> **ASSIGNMENT**
Each line below that contains "Mulgeumyeok" should be counted. Give only the total.

---*---

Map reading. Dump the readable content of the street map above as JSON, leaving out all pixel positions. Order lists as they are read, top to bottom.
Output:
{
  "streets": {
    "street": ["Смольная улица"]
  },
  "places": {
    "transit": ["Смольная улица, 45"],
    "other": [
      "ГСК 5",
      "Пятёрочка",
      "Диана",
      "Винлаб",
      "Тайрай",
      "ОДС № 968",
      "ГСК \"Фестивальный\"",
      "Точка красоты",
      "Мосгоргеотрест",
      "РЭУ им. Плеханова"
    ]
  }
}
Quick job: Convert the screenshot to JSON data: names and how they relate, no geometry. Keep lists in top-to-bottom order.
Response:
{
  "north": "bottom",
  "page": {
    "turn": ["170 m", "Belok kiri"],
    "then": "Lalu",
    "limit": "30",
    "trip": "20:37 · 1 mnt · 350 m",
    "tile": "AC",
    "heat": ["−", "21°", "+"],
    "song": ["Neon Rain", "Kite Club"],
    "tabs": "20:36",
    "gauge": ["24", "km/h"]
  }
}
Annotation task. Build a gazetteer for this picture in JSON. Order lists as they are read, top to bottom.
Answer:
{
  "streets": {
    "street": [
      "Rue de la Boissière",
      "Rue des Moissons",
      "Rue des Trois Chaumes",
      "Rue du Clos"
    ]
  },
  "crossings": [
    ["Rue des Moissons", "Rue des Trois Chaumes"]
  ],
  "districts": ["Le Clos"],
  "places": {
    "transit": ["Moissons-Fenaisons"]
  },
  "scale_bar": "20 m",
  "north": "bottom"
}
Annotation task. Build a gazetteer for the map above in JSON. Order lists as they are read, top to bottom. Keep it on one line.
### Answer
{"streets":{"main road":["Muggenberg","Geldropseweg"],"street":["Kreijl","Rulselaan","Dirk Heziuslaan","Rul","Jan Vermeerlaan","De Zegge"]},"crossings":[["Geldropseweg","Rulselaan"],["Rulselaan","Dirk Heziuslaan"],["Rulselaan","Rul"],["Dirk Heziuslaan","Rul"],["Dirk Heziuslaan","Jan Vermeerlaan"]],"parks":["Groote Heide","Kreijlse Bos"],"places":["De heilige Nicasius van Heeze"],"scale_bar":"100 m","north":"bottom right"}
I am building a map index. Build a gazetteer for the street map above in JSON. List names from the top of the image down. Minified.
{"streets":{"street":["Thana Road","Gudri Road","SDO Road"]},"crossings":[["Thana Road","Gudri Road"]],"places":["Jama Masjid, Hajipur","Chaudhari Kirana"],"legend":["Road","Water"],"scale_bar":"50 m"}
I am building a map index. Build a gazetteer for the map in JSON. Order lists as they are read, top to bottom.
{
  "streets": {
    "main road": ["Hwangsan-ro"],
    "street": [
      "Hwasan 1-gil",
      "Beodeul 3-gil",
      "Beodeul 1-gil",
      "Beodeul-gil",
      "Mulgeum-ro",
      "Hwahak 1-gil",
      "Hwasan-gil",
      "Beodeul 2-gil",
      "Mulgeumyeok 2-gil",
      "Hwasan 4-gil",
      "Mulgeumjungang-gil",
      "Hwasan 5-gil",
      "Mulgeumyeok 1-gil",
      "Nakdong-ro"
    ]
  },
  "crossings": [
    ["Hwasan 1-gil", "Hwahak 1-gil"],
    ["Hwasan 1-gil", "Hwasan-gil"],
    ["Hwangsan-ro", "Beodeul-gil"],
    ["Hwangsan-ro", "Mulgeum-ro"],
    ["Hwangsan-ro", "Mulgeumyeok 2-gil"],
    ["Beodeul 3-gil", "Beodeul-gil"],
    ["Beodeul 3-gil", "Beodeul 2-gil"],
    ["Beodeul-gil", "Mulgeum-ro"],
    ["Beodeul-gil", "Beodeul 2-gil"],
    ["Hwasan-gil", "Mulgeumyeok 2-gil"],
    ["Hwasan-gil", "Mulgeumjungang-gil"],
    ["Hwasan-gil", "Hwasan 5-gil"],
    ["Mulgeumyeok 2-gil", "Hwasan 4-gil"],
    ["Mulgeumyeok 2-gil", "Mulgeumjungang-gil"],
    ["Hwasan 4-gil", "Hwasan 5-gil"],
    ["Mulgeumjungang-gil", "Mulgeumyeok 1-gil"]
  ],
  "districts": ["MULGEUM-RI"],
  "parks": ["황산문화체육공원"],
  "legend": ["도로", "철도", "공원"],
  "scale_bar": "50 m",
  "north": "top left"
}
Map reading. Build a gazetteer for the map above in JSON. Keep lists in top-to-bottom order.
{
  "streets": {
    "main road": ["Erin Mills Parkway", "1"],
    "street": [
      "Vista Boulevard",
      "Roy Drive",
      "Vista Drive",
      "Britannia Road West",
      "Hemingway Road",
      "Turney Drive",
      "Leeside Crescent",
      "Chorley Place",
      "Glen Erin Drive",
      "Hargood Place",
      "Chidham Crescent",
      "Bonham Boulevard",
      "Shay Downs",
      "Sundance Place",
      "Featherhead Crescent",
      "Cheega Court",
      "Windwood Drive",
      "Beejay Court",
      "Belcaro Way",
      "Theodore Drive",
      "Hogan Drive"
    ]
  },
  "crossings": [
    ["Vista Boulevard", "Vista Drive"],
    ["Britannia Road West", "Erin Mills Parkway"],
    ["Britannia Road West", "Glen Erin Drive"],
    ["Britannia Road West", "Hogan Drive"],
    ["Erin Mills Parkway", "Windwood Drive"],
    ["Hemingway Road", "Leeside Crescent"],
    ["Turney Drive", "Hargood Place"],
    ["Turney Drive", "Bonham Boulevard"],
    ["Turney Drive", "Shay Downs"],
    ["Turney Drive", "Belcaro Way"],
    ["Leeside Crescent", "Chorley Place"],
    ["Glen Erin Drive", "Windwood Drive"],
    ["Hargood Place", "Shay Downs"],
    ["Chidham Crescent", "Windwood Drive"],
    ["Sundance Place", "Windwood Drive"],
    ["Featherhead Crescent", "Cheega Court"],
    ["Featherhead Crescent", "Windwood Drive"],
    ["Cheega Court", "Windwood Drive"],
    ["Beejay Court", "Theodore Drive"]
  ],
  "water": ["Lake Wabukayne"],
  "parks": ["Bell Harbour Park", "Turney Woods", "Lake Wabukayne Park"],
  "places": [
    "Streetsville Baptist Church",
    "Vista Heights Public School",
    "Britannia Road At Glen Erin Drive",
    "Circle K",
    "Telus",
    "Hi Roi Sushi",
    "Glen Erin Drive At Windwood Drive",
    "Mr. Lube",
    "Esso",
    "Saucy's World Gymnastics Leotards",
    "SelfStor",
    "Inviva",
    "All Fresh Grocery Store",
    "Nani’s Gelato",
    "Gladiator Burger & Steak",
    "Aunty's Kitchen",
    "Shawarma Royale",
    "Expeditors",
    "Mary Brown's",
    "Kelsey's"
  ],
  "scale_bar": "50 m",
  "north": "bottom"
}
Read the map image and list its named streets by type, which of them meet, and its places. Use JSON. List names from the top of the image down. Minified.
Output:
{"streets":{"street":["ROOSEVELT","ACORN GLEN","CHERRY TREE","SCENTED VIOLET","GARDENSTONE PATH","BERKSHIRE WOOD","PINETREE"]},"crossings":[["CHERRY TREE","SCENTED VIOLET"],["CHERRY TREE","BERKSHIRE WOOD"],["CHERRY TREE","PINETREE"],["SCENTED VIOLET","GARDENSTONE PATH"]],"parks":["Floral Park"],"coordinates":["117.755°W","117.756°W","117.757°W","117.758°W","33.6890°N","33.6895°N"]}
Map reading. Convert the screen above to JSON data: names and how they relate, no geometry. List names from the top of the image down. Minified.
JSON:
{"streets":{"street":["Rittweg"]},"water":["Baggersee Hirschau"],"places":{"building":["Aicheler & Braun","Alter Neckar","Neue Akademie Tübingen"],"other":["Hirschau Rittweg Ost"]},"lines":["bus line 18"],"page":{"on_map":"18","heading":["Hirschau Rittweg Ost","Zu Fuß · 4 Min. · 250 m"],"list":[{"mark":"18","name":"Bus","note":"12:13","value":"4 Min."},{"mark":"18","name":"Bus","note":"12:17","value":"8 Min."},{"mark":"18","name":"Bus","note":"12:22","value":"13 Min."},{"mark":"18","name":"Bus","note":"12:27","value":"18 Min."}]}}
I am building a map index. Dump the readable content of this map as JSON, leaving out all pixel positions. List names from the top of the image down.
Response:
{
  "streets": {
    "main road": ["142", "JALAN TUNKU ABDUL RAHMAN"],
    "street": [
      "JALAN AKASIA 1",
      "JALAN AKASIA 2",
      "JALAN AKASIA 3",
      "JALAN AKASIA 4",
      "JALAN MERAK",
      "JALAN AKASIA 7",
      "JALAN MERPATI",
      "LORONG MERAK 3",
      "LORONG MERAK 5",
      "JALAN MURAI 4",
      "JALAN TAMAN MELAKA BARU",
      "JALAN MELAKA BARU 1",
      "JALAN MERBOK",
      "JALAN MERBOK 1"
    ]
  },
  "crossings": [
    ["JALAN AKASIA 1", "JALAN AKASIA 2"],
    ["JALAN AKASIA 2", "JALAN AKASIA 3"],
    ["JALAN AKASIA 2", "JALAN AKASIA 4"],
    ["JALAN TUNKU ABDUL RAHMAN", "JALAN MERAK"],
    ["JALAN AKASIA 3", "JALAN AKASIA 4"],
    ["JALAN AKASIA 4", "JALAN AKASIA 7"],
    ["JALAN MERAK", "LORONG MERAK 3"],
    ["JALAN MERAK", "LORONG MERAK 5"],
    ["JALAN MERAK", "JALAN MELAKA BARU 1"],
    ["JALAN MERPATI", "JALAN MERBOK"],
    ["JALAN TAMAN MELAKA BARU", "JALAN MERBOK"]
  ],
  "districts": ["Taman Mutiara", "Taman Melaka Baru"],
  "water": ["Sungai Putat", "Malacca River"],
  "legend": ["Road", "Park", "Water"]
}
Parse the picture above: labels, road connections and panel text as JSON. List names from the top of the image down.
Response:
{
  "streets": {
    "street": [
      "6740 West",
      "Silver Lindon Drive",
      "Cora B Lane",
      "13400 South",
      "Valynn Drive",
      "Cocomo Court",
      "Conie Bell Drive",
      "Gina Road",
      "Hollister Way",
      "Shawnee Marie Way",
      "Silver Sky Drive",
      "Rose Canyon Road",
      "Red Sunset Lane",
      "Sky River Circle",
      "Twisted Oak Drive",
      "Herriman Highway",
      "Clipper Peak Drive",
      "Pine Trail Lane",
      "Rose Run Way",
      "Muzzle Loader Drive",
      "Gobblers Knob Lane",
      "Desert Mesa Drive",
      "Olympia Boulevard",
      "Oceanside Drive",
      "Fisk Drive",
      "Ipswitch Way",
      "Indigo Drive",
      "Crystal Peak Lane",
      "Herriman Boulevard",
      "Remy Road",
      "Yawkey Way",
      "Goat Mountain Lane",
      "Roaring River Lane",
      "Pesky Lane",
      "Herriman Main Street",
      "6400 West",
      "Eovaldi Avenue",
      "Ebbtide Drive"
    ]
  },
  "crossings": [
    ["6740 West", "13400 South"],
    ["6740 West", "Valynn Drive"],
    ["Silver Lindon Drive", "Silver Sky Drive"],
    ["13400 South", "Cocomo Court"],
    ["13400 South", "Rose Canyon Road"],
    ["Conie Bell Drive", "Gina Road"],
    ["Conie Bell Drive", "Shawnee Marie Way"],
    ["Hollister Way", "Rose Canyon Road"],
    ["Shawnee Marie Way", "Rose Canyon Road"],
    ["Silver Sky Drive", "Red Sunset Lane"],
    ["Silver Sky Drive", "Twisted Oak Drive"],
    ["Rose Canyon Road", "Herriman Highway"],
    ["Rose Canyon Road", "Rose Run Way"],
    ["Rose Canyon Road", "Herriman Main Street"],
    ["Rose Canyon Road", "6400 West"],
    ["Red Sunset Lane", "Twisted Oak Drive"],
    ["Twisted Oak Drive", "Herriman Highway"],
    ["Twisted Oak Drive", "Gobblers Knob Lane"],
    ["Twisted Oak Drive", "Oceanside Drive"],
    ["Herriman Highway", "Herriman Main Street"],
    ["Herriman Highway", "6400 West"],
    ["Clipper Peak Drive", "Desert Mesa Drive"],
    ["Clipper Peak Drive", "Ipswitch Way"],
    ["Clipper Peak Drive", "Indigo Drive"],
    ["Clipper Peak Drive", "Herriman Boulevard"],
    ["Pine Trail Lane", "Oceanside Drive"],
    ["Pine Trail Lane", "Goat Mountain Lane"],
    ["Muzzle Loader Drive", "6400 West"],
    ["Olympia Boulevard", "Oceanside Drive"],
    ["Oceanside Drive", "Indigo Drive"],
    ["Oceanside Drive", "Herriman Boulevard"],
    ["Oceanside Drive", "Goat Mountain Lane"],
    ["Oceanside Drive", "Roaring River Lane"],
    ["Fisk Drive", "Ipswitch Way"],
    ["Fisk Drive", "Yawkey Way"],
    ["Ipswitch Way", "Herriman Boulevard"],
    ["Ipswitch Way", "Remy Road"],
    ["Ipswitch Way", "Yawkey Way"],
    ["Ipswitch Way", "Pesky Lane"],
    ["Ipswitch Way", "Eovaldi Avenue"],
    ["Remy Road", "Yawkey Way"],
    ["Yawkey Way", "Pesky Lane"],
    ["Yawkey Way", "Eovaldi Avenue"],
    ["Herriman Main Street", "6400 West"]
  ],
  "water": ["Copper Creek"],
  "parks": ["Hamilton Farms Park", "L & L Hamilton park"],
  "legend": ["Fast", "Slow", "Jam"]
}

---*---

> **ANSWER**
7